* **What this task involves**
Everything in the listing beneath must be transcribed exactly.
═══ Information supplied ═══
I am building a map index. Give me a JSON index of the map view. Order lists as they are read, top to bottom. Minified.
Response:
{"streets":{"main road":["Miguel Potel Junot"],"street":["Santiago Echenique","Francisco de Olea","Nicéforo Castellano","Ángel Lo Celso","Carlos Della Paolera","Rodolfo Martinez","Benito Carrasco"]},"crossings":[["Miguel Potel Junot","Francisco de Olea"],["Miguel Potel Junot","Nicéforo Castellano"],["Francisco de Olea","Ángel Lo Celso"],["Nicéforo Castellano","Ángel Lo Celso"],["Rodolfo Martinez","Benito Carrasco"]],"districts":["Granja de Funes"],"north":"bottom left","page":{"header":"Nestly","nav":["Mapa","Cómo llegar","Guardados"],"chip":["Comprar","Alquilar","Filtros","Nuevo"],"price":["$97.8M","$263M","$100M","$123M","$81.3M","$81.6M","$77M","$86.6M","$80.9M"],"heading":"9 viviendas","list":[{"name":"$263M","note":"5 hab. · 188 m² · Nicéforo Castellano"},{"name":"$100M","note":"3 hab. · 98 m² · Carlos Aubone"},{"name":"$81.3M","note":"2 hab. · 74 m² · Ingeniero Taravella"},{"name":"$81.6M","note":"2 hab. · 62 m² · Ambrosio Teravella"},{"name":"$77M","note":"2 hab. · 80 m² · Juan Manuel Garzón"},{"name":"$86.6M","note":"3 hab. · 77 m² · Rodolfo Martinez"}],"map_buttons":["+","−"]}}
═══
* **Answer**
I am building a map index. Give me a JSON index of the map view. Order lists as they are read, top to bottom. Minified.
Response:
{"streets":{"main road":["Miguel Potel Junot"],"street":["Santiago Echenique","Francisco de Olea","Nicéforo Castellano","Ángel Lo Celso","Carlos Della Paolera","Rodolfo Martinez","Benito Carrasco"]},"crossings":[["Miguel Potel Junot","Francisco de Olea"],["Miguel Potel Junot","Nicéforo Castellano"],["Francisco de Olea","Ángel Lo Celso"],["Nicéforo Castellano","Ángel Lo Celso"],["Rodolfo Martinez","Benito Carrasco"]],"districts":["Granja de Funes"],"north":"bottom left","page":{"header":"Nestly","nav":["Mapa","Cómo llegar","Guardados"],"chip":["Comprar","Alquilar","Filtros","Nuevo"],"price":["$97.8M","$263M","$100M","$123M","$81.3M","$81.6M","$77M","$86.6M","$80.9M"],"heading":"9 viviendas","list":[{"name":"$263M","note":"5 hab. · 188 m² · Nicéforo Castellano"},{"name":"$100M","note":"3 hab. · 98 m² · Carlos Aubone"},{"name":"$81.3M","note":"2 hab. · 74 m² · Ingeniero Taravella"},{"name":"$81.6M","note":"2 hab. · 62 m² · Ambrosio Teravella"},{"name":"$77M","note":"2 hab. · 80 m² · Juan Manuel Garzón"},{"name":"$86.6M","note":"3 hab. · 77 m² · Rodolfo Martinez"}],"map_buttons":["+","−"]}}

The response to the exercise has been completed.